Blockifiers

Blockifiers convert data into Steamship’s native Block format.

  • A Blockifier’s input is raw bytes. Examples include a PDF, image, audio, HTML, CSV, JSON-formatted API output, or so on.
  • A Blockifier’s output is an object in Steamship Block format.

All data imported into Steamship must be first blockified before it can be used.

You can use blockifiers when developing Steamship Packages, in your own Python app code, or as one-off functions that convert data in the cloud.

Using Blockifiers

To use a blockifier, create an instance with your Steamship client and apply it to a file.

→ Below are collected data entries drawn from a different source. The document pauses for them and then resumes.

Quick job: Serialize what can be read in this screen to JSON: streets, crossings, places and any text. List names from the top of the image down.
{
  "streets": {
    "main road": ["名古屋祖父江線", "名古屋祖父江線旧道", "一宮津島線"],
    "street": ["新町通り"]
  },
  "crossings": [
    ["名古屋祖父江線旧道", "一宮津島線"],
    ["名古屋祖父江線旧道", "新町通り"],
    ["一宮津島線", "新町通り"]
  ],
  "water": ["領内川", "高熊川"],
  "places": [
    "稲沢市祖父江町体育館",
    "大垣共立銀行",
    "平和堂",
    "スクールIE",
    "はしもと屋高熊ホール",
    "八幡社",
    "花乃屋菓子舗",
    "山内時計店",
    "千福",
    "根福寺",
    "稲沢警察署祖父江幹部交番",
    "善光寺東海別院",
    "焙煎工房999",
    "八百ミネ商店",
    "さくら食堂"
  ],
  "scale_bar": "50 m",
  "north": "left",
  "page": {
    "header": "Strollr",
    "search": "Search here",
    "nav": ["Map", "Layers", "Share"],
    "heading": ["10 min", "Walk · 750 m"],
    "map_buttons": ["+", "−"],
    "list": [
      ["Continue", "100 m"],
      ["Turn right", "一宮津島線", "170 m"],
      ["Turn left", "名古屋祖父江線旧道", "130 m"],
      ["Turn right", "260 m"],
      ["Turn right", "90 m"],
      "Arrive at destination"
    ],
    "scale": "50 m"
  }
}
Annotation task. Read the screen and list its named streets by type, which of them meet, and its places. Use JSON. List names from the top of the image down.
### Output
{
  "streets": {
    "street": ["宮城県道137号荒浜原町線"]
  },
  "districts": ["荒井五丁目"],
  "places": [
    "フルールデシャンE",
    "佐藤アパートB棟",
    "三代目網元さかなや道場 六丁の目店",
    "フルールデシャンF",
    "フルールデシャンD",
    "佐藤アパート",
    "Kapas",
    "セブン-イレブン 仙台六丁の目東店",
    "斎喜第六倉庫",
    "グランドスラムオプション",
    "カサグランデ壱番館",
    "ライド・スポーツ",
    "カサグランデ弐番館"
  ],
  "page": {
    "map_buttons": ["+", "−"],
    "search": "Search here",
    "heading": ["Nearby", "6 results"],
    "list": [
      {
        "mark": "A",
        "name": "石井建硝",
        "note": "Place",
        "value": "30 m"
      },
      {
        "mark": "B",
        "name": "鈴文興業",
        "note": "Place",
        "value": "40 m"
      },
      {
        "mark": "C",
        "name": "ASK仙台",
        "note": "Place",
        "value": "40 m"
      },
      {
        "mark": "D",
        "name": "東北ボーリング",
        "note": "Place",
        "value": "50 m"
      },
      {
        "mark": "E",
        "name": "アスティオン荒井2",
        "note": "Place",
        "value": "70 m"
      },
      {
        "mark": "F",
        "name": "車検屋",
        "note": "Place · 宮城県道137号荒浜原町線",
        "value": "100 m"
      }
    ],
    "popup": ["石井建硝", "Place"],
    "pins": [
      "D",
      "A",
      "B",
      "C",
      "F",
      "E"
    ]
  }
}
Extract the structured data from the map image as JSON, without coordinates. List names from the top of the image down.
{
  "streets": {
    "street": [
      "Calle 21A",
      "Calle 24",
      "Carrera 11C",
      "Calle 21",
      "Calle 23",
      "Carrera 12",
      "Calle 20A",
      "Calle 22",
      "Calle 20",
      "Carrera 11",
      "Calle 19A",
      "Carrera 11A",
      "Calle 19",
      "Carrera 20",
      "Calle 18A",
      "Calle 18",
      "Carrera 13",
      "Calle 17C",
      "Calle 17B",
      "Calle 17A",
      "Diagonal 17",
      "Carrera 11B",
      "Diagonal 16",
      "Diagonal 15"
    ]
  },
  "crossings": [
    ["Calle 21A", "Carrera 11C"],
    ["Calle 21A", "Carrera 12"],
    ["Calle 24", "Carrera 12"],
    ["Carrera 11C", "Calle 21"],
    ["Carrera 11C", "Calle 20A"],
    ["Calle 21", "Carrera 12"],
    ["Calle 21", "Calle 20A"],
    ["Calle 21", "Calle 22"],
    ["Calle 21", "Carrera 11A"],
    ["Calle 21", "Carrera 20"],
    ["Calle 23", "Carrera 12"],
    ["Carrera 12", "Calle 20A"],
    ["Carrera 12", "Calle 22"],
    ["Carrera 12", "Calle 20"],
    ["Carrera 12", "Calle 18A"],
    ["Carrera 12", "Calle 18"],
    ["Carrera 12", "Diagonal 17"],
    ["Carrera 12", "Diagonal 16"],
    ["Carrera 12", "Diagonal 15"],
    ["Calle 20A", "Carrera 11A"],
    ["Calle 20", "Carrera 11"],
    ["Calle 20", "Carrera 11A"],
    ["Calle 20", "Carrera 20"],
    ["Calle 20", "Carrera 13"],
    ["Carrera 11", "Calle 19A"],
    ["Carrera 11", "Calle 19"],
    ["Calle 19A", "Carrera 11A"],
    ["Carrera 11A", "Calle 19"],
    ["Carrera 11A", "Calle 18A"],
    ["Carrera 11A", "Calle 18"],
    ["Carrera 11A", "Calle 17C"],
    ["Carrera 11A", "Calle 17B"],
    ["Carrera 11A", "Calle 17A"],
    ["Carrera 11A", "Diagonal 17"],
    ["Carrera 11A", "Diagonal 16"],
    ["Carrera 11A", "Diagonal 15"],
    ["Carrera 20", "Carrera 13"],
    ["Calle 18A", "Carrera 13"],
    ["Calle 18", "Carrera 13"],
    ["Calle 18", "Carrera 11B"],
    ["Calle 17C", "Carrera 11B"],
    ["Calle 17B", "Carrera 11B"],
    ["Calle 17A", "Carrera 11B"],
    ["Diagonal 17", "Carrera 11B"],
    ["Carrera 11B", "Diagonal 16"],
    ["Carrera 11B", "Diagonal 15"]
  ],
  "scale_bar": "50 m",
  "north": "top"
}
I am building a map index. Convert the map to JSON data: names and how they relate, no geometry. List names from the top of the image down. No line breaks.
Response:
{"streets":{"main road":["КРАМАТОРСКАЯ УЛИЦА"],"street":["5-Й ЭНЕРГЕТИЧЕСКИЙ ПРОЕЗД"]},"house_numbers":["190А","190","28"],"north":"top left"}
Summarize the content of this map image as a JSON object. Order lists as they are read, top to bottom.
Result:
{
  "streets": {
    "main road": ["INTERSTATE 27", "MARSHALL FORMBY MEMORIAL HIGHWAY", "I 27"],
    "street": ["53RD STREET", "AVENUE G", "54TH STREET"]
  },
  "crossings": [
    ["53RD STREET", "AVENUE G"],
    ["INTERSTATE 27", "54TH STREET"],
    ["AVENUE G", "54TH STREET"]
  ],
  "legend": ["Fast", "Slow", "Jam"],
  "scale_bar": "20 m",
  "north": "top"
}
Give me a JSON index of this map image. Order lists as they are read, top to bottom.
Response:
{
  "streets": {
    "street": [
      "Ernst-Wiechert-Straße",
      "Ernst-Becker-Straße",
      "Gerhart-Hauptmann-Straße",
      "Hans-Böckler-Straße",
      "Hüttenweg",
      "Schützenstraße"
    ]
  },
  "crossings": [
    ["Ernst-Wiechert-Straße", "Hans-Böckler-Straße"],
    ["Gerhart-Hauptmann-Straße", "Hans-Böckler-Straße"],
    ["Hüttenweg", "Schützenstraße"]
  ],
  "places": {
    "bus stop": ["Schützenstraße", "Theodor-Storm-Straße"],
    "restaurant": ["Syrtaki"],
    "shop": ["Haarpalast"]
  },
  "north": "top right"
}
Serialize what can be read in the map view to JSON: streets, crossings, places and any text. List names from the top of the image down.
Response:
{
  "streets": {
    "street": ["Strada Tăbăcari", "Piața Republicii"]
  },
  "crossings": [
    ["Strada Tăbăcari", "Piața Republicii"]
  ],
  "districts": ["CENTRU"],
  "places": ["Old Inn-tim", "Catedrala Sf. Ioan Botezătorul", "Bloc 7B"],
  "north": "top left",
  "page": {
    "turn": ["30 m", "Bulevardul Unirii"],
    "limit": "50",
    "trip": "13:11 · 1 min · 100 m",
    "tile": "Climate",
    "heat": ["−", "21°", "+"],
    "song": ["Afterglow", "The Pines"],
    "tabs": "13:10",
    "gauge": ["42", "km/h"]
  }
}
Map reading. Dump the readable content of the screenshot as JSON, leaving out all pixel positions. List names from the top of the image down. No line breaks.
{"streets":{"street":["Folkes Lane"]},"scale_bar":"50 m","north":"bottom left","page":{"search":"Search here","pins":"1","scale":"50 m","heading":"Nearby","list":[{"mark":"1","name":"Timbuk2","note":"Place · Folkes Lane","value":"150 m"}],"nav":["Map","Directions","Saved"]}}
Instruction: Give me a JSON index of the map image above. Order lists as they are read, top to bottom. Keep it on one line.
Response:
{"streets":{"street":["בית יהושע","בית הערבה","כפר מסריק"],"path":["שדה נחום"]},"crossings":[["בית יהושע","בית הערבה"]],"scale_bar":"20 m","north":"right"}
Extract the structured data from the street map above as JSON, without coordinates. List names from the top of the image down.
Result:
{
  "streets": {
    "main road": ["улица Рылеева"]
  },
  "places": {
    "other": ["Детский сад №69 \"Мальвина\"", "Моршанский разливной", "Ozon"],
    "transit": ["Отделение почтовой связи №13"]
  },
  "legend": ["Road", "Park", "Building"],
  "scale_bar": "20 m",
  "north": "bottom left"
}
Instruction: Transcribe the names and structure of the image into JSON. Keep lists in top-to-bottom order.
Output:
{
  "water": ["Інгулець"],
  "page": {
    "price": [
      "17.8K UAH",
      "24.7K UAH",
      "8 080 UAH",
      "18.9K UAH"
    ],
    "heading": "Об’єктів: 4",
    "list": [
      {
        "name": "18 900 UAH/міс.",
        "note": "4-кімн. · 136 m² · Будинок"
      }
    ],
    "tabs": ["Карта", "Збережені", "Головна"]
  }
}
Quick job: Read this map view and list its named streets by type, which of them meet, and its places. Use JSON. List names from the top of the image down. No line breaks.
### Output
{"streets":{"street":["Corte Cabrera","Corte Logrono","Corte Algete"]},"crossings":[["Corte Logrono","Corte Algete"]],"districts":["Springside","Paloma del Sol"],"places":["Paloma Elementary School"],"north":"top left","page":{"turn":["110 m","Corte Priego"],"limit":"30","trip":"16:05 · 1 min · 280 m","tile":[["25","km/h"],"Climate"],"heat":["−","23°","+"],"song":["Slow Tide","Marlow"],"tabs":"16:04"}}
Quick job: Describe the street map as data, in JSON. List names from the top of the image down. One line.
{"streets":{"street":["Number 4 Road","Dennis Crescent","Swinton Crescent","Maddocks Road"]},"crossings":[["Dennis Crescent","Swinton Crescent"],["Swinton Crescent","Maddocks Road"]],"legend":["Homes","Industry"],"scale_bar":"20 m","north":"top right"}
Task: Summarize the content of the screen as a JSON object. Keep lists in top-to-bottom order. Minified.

# Load a Steamship Workspace
from steamship import Steamship, File
client = Steamship(workspace="my-workspace-handle")
 
# Upload a file
file = File.create(path="path/to/some_file").data
 
# Create the blockifier instance
blockifier = client.use_plugin('blockifier-handle', 'instance-handle')
 
# Apply the blockifier to the file
task = file.blockify(blockifier.handle)
 
# Wait until the blockify task completes remotely
task.wait()
 
# Refresh the file to see the output
file.refresh()
 
# file.blocks now has the blockified content

In the above code, the two key lines are:

blockifier = client.use_plugin('blockifier-handle')
task = file.blockify(blockifier.handle)

In these lines, blockifier-handle identifies which blockifier you would like to use, and instance-handle identifies your particular instance of this blockifier in a workspace. The same instance is reused, rather than created, if you load it like this again.

Common Blockifiers

Steamship maintains a growing collection of official blockifiers for common scenarios. Our goal is to always map our defaults to best of breed models so that you can get work done quickly without worrying about the details of model selection and tuning.

Our currently supported blockifiers are:

Input

The input to a blockify operation is a File with no Blocks.

Output

When you call blockify on a file, the object that is returned is a Task. You can wait() on this task, or continue on to do other work. The output of a blockify operation is Blocks and potentially Tags on that file. However, since the operation happens asynchronously on the back-end, you will need to refresh() the file to see the output.